Copy, from the data below, every line that has "check" in it.

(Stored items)

↓↓↓

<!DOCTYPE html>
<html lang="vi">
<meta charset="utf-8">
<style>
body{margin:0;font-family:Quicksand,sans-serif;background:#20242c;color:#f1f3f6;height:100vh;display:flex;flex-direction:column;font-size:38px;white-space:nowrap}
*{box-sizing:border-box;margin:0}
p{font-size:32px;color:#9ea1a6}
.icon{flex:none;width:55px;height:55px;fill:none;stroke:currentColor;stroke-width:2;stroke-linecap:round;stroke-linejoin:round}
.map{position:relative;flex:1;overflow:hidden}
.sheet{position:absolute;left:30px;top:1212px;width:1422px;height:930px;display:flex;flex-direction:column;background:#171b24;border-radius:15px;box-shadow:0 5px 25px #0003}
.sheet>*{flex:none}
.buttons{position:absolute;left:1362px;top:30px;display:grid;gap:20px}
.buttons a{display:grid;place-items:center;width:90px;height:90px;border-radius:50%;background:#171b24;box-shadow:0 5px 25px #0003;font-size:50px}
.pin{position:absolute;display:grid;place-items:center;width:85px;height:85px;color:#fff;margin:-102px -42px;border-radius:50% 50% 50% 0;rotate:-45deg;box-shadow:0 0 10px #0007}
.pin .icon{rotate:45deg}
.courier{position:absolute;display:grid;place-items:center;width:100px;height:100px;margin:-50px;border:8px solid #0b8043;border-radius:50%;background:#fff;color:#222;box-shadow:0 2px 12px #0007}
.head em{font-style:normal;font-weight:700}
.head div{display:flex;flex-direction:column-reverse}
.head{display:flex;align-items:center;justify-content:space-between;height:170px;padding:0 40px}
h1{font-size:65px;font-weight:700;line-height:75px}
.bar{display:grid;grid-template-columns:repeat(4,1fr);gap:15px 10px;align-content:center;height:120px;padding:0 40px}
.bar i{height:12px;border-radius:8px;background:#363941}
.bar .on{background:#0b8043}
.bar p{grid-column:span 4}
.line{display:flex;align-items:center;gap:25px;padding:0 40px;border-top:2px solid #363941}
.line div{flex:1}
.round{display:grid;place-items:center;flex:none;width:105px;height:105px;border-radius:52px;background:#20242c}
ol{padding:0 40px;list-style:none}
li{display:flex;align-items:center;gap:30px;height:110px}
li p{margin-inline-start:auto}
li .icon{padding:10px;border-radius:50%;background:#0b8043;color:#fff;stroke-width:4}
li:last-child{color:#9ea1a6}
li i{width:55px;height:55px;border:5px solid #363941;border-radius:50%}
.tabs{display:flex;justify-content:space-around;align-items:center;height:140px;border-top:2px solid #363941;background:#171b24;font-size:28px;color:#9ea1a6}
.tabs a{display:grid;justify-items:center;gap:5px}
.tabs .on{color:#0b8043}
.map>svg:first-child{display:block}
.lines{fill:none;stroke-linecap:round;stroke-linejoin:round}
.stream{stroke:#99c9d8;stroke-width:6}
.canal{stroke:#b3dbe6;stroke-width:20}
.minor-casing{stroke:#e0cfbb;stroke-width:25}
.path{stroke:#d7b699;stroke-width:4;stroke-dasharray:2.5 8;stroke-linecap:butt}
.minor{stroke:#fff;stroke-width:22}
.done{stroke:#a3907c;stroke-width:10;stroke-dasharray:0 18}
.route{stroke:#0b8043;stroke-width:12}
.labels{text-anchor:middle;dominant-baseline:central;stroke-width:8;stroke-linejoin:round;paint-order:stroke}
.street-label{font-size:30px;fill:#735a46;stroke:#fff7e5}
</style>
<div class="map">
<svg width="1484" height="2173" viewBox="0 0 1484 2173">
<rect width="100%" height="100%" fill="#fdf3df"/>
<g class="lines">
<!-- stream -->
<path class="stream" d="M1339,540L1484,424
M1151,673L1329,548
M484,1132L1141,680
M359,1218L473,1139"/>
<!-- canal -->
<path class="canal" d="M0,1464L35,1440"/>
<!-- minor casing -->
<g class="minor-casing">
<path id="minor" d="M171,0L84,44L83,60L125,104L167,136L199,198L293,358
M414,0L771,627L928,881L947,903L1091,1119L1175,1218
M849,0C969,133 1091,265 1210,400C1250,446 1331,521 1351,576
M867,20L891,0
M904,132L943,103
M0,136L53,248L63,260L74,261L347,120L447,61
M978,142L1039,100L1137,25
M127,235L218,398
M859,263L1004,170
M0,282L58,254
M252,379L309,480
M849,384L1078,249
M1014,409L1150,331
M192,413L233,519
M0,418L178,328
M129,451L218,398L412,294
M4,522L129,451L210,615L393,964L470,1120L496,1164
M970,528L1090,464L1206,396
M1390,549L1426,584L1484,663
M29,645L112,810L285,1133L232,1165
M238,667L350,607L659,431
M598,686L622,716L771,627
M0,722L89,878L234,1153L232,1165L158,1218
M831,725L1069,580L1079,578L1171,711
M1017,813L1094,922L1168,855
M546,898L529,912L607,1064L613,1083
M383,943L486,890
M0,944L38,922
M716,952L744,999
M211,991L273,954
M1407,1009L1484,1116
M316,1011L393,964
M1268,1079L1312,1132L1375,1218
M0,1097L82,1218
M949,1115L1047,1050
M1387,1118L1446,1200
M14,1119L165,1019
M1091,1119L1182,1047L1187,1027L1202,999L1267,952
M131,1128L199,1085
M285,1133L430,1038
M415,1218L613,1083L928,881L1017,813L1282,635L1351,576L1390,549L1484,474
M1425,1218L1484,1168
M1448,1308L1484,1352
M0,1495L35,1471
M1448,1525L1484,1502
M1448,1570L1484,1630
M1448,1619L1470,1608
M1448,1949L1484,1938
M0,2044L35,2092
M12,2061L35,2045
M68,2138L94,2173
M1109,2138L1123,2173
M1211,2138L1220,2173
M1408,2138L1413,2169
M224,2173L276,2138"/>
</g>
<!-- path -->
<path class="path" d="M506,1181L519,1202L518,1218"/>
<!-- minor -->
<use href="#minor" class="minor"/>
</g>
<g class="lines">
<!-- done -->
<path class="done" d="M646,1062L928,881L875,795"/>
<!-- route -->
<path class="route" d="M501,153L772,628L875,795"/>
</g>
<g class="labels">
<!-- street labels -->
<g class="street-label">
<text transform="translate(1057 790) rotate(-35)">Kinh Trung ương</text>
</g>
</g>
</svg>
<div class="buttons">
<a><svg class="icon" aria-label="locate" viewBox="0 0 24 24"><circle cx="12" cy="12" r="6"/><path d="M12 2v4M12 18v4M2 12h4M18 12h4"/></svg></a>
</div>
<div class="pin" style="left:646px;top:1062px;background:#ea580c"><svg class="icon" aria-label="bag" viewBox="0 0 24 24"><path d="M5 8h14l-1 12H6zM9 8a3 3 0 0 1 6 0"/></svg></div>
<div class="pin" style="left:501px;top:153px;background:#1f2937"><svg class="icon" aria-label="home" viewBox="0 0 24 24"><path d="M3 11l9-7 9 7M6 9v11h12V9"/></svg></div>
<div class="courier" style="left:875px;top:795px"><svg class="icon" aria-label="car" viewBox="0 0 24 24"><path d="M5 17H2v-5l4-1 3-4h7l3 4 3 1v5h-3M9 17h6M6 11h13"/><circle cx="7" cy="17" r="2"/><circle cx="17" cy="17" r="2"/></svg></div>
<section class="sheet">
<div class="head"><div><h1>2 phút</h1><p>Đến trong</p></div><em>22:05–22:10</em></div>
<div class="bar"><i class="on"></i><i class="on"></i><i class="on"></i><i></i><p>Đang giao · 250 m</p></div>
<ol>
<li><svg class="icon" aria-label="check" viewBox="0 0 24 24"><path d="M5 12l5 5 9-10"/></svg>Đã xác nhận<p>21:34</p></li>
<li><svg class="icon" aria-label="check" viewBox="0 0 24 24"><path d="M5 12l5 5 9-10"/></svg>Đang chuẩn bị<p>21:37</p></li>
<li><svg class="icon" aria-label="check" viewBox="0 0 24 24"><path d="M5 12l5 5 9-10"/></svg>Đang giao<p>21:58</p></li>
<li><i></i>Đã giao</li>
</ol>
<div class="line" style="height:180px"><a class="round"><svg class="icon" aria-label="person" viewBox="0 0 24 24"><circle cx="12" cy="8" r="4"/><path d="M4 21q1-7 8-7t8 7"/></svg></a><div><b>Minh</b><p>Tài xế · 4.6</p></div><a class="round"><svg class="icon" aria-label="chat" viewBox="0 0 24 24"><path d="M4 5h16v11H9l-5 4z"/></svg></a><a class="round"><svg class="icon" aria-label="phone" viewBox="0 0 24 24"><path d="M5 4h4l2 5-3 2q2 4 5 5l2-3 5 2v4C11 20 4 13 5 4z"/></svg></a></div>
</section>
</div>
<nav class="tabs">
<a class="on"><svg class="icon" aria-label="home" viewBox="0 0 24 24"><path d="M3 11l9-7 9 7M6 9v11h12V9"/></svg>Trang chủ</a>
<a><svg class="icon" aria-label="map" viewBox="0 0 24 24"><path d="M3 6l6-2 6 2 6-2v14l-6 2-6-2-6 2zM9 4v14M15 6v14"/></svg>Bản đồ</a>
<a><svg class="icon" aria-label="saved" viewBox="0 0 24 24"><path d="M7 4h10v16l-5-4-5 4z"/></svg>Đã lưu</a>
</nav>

↑↑↑

## Exercise output
<li><svg class="icon" aria-label="check" viewBox="0 0 24 24"><path d="M5 12l5 5 9-10"/></svg>Đã xác nhận<p>21:34</p></li>
<li><svg class="icon" aria-label="check" viewBox="0 0 24 24"><path d="M5 12l5 5 9-10"/></svg>Đang chuẩn bị<p>21:37</p></li>
<li><svg class="icon" aria-label="check" viewBox="0 0 24 24"><path d="M5 12l5 5 9-10"/></svg>Đang giao<p>21:58</p></li>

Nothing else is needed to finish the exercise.